The dataset used in this study has several limitations that may potentially contribute to bias in the calculations presented here. First, the distribution of genotypic sequences is skewed primarily toward genotype 3 and 4 sequences, with only a single genotype 2 sequence being available. Second, the genotype 3 and 4 sequences are obtained mostly from HEV strains circulating in China and Japan, with only a limited number of sequences obtained from other parts of the world. Such geographic sequence representation could bias our analysis toward a representation of the history of HEV mainly in China and Japan.
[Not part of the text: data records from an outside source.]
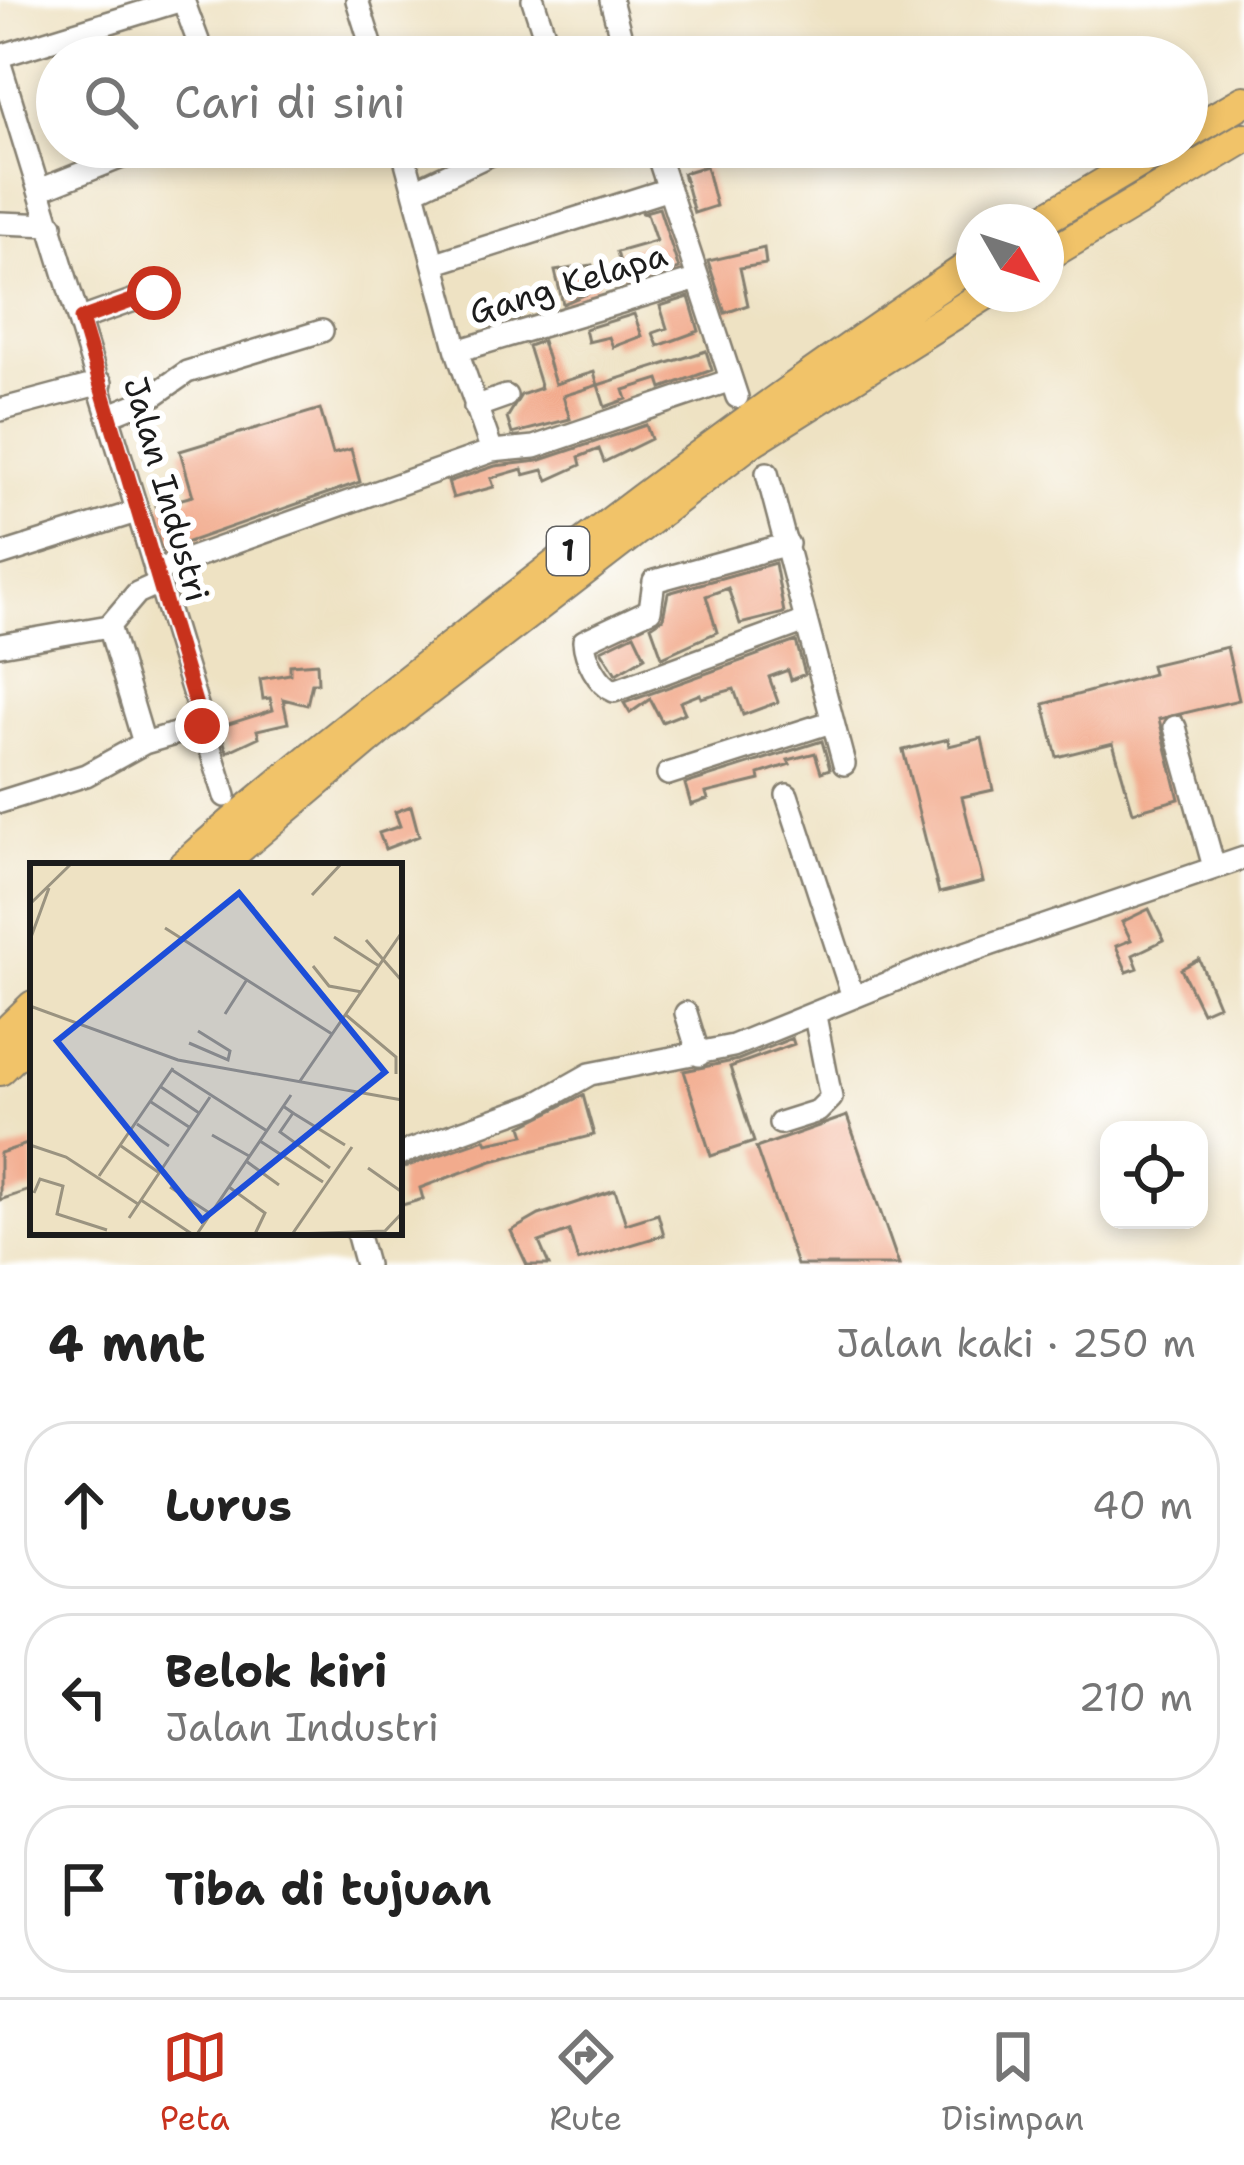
<!DOCTYPE html>
<html lang="id">
<head>
<meta charset="utf-8">
<style>
	:root { --surface:#fff; --page:#f6f6f6; --text:#222; --muted:#767676; --line:#e0e0e0; --accent:#c8321e }
	body { margin:0; font-family:"Shantell Sans",sans-serif; background:var(--page); color:var(--text) }
	.controls { position:absolute; right:36px; bottom:36px; display:grid; overflow:hidden; border-radius:24px; box-shadow:0 6px 18px #0003 }
	.controls button { width:108px; height:108px; display:grid; place-items:center; padding:0; border:0; border-bottom:3px solid var(--line); background:var(--surface); color:var(--text); font:60px sans-serif }
	.compass { position:absolute; left:956px; top:204px; width:108px; height:108px; border-radius:50%; background:var(--surface); box-shadow:0 6px 18px #0003; rotate:129deg }
	.stop { position:absolute; width:36px; height:36px; margin:-27px; border:9px solid #c8321e; border-radius:50%; background:#fff }
	.stop.end { background:#c8321e; border-color:#fff; box-shadow:0 3px 12px #0008 }
	.list { margin:0; padding:0; list-style:none }
	h2 { display:flex; justify-content:space-between; align-items:center; height:156px; margin:0; padding:0 48px; font-size:51px }
	h2 small { font-size:39px; font-weight:400; color:var(--muted) }
	.list li { display:grid; grid-template-columns:78px 1fr auto; gap:36px; align-items:center; box-sizing:border-box; height:168px; margin:0 24px 24px; padding:0 24px; border:3px solid var(--line); border-radius:48px }
	.list b { display:block; font-size:45px; white-space:nowrap }
	.list p { margin:0; font-size:39px; white-space:nowrap; color:var(--muted) }
	.list em { font-size:39px; font-style:normal; color:var(--muted) }
	.icon { flex:none; width:66px; height:66px; fill:none; stroke:currentColor; stroke-width:2; stroke-linecap:round; stroke-linejoin:round }
	.map { position:relative; flex:none; width:1244px; height:1265px; overflow:hidden }
	.search { position:absolute; background:var(--surface); box-shadow:0 6px 18px #0003; left:36px; right:36px; top:36px; height:132px; display:flex; align-items:center; gap:30px; box-sizing:border-box; padding:0 42px; border-radius:66px; color:var(--muted); font-size:45px }
	.sheet { height:732px; background:var(--surface) }
	nav { display:flex; justify-content:space-around; align-items:center; box-sizing:border-box; height:168px; border-top:3px solid var(--line); background:var(--surface); font-size:33px; color:var(--muted) }
	nav a { display:grid; justify-items:center; gap:6px }
	nav .on { color:var(--accent) }
	.map>svg:first-child { display:block }
	.building { fill:#f2ab8d }
	.lines { fill:none; stroke-linecap:round; stroke-linejoin:round }
	.minor-casing { stroke:#857f70; stroke-width:26 }
	.highway-casing { stroke:#857f70; stroke-width:34 }
	.minor { stroke:#fff; stroke-width:21 }
	.highway { stroke:#f1c369; stroke-width:30 }
	.route { stroke:#c8321e; stroke-width:15 }
	.labels { text-anchor:middle; stroke-width:12; stroke-linejoin:round; paint-order:stroke }
	.shield { fill:#fff; stroke:#606060; stroke-width:3 }
	.shield-label { font-size:30px; font-weight:bold; fill:#1c1c1c }
	.street-label { font-size:33px; fill:#1c1c1c; stroke:#fff }
	.inset-road { fill:none; stroke:#9a9380; stroke-width:3 }
	.view { fill:#1d4ed8; fill-opacity:0.15; stroke:#1d4ed8; stroke-width:6 }
	.inset-edge { fill:none; stroke:#1c1c1c; stroke-width:6 }
</style>
</head>
<body>
<div class="map">
<svg width="1244" height="1265" viewBox="0 0 1244 1265">
	<rect width="100%" height="100%" fill="#fff"/>
	<filter id="ink" filterUnits="userSpaceOnUse"><feTurbulence type="fractalNoise" baseFrequency=".00833" numOctaves="2"/><feDisplacementMap in="SourceGraphic" scale="24" xChannelSelector="R" yChannelSelector="G"/><feConvolveMatrix kernelMatrix="1 2 1 2 8 2 1 2 1" color-interpolation-filters="sRGB"/></filter>
	<filter id="wash" filterUnits="userSpaceOnUse"><feTurbulence type="fractalNoise" baseFrequency=".004" numOctaves="4" result="noise"/><feDisplacementMap in="SourceGraphic" scale="48" xChannelSelector="R" yChannelSelector="G"/><feGaussianBlur stdDeviation="2.7" result="paint"/><feColorMatrix in="noise" values="0 0 0 0 0 0 0 0 0 0 0 0 0 0 0 0 0 1.4 0 .05"/><feComposite in="paint" operator="in"/></filter>
	<g filter="url(#wash)">
		<rect width="100%" height="100%" fill="#eee2c3"/>
		<g id="blocks">
			<path class="building" d="M706 166 716 206 694 213 683 173Z
				M659 208 679 269 666 273 664 266 624 277 617 252 656 241 647 214 641 213Z
				M764 248 766 264 740 268 748 305 725 313 708 261Z
				M592 265 598 289 563 304 555 271Z
				M689 297 699 331 658 346 653 333 667 328 660 306Z
				M634 314 642 336 613 347 609 337 588 342 585 329Z
				M542 341 555 384 594 372 598 385 563 396 570 419 512 434 507 418 521 395 541 388 528 346Z
				M706 351 712 370 662 388 659 379 624 390 627 399 605 407 598 385Z
				M320 409 333 454 351 449 360 482 168 549 156 506 193 496 180 451Z
				M646 425 651 439 604 462 599 449 579 457 581 465 548 480 543 470 524 475 522 469 491 478 494 487 453 498 448 482 495 466 538 461Z
				M775 563 784 613 740 624 728 588 706 596 717 632 662 657 651 626 663 618 668 593Z
				M634 634 645 657 616 674 601 650Z
				M796 641 805 674 791 680 788 670 769 677 778 702 743 715 734 689 701 698 700 694 680 702 685 713 662 722 650 699 630 713 624 703Z
				M1227 647 1239 700 1159 719 1179 799 1133 812 1113 743 1057 757 1044 704 1153 674 1151 665Z
				M317 663 318 683H312L307 705 283 699 288 723 257 730 259 737 227 752 219 727 273 710 270 698 263 699 260 679 290 674V665Z
				M982 738 993 790 962 797 983 882 939 893 903 750 948 739 949 746Z
				M822 741 830 769 821 772 815 753 788 760 790 764 759 774 760 780 706 793 708 799 691 805 685 784Z
				M411 806 419 836 385 849 379 833 400 826 395 812Z
				M1149 909 1164 940 1133 955 1138 968 1127 972 1116 946 1131 940 1122 922Z
				M1199 959 1218 1005 1202 1012 1181 969Z
				M792 1038 794 1044 730 1067 754 1142 711 1156 684 1071 738 1060Z
				M583 1095 594 1135 492 1161 420 1188 423 1199 399 1206V1169L485 1139 487 1143 525 1135 522 1126Z
				M847 1116 899 1265H797L756 1148Z
				M33 1142V1189L0 1200V1153Z
				M615 1190 626 1224 658 1214 664 1235 578 1261 569 1231 539 1242 549 1265H527L511 1231 539 1215Z"/>
		</g>
	</g>
	<g filter="url(#ink)">
		<use href="#blocks" fill-opacity="0" stroke="#857f70" stroke-width="3"/>
		<g class="lines">
			<g class="minor-casing">
				<path id="minor" d="M183 0 201 49
					M357 0 375 57
					M533 0 546 40
					M611 0 626 57
					M0 56 182 0
					M0 64 225 796
					M402 147 457 351 492 451
					M655 147 737 397
					M42 189 147 147
					M415 190 506 147
					M0 223 52 225
					M436 263 669 189
					M81 319 154 293
					M457 351 698 279
					M475 407 506 396
					M0 410 101 383
					M110 415 147 400 187 372 322 331
					M767 473 844 764
					M788 544 654 581 650 610 584 641C585 658 598 684 614 691L806 621
					M0 555 136 512
					M155 571 492 451 534 447 731 380
					M109 626 137 593 159 583
					M0 645 109 626 144 743 202 726
					M1175 727 1214 867
					M668 774 831 722
					M787 795 853 997
					M0 802 86 775 144 743
					M686 1013 699 1055
					M780 1123 818 1111 831 1098 815 1016
					M399 1154 535 1105 590 1074 733 1046 945 960 1244 858
					M357 1232 366 1265"/>
			</g>
			<g class="highway-casing">
				<path id="highway" d="M1187 134 1244 101
					M1039 222 1165 147
					M1046 256 1244 138
					M183 866C287 772 399 688 509 601 660 482 814 370 974 263
					M218 866 405 708 752 441 986 294
					M0 1038 33 1006
					M0 1070 33 1038"/>
			</g>
			<use href="#minor" class="minor"/>
			<use href="#highway" class="highway"/>
		</g>
	</g>
	<g class="lines" filter="url(#ink)">
		<path class="route" d="M154 293 81 319 202 726"/>
	</g>
	<g class="labels">
		<rect class="shield" x="547" y="527" width="42" height="48" rx="9"/>
		<g class="shield-label">
			<text x="568" y="561">1</text>
		</g>
		<g class="street-label">
			<text transform="translate(568 283) rotate(-17)" y="12">Gang Kelapa</text>
			<text transform="translate(167 489) rotate(74)" y="12">Jalan Industri</text>
		</g>
	</g>
	<g transform="translate(30 863)">
		<rect width="372" height="372" fill="#eee2c3"/>
		<path class="inset-road" d="M282 32 311 1M0 41 41 1M135 65 302 171M304 74 349 103M0 77 19 25M336 77 372 118M283 103 299 123 332 129M0 143 148 197 372 237M195 151 216 118M316 152 366 194V211M159 180 198 197 200 188 168 168M142 207 237 268M270 218 372 69M131 224 169 250M121 239 159 264M253 243 263 250 250 269 300 305M263 250 315 282M107 261 139 283M182 272 219 293M230 278 293 319M0 282 36 294 108 341M91 283 128 309M216 298 249 322M338 305 372 329M69 313 143 205M140 324 181 351M199 324 235 350 225 371M4 330 10 316 33 323 27 351 77 367M111 337 162 371M99 355 180 234M263 370 322 284M167 371 261 232M263 371 355 368 372 350"/>
		<path class="view" d="M209 30 355 209 172 357 27 178Z"/>
		<rect width="372" height="372" class="inset-edge"/>
	</g>
</svg>
<div class="controls">
<button><svg class="icon" aria-label="locate" viewBox="0 0 24 24"><circle cx="12" cy="12" r="6"/><path d="M12 2v4M12 18v4M2 12h4M18 12h4"/></svg></button>
</div>
<svg class="compass" viewBox="-18 -18 36 36"><path d="M0-13l5 13h-10z" fill="#e53935"/><path d="M0 13l5-13h-10z" fill="#767676"/></svg>
<div class="stop" style="left:154px;top:293px"></div>
<div class="stop end" style="left:202px;top:726px"></div>
<div class="search"><svg class="icon" aria-label="search" viewBox="0 0 24 24"><circle cx="10" cy="10" r="6"/><path d="M15 15l6 6"/></svg>Cari di sini</div>
</div>
<section class="sheet">
<h2>4 mnt<small>Jalan kaki · 250 m</small></h2>
<ul class="list">
<li><svg class="icon" aria-label="ahead" viewBox="0 0 24 24"><path d="M12 20V5M6 11l6-6 6 6"/></svg><div><b>Lurus</b></div><em>40 m</em></li>
<li><svg class="icon" aria-label="left" viewBox="0 0 24 24"><path d="M17 20v-9H6M10 6l-5 5 5 5"/></svg><div><b>Belok kiri</b><p>Jalan Industri</p></div><em>210 m</em></li>
<li><svg class="icon" aria-label="arrive" viewBox="0 0 24 24"><path d="M6 21V4h12l-3 4 3 4H6"/></svg><div><b>Tiba di tujuan</b></div></li>
</ul>
</section>
<nav>
<a class="on"><svg class="icon" aria-label="map" viewBox="0 0 24 24"><path d="M3 6l6-2 6 2 6-2v14l-6 2-6-2-6 2zM9 4v14M15 6v14"/></svg>Peta</a>
<a><svg class="icon" aria-label="directions" viewBox="0 0 24 24"><path d="M12 3l9 9-9 9-9-9zM9 14v-3h6M13 9l2 2-2 2"/></svg>Rute</a>
<a><svg class="icon" aria-label="saved" viewBox="0 0 24 24"><path d="M7 4h10v16l-5-4-5 4z"/></svg>Disimpan</a>
</nav>
</body>
</html>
However, as was shown above, the skyline plots share a significant similarity between clades 3.1 and 3.2 of genotype 3, while sequences from these 2 clades have a noticeable difference in geographic origin. Nevertheless, the use of additional genotype 3 and 4 sequences, when available, outside China and Japan should help more accurate define the evolutionary history of HEV and most likely yield longer times to the most recent common ancestor for genotypes 3 and 4 and the genotype 3/4 ancestor. Third, there is no a known history or fossil records that can be used to confirm our analysis. The history of domestication of swine and the process of human urbanization; however, suggest that the Bayesian analysis presented here may be an underestimation of the evolutionary time for HEV.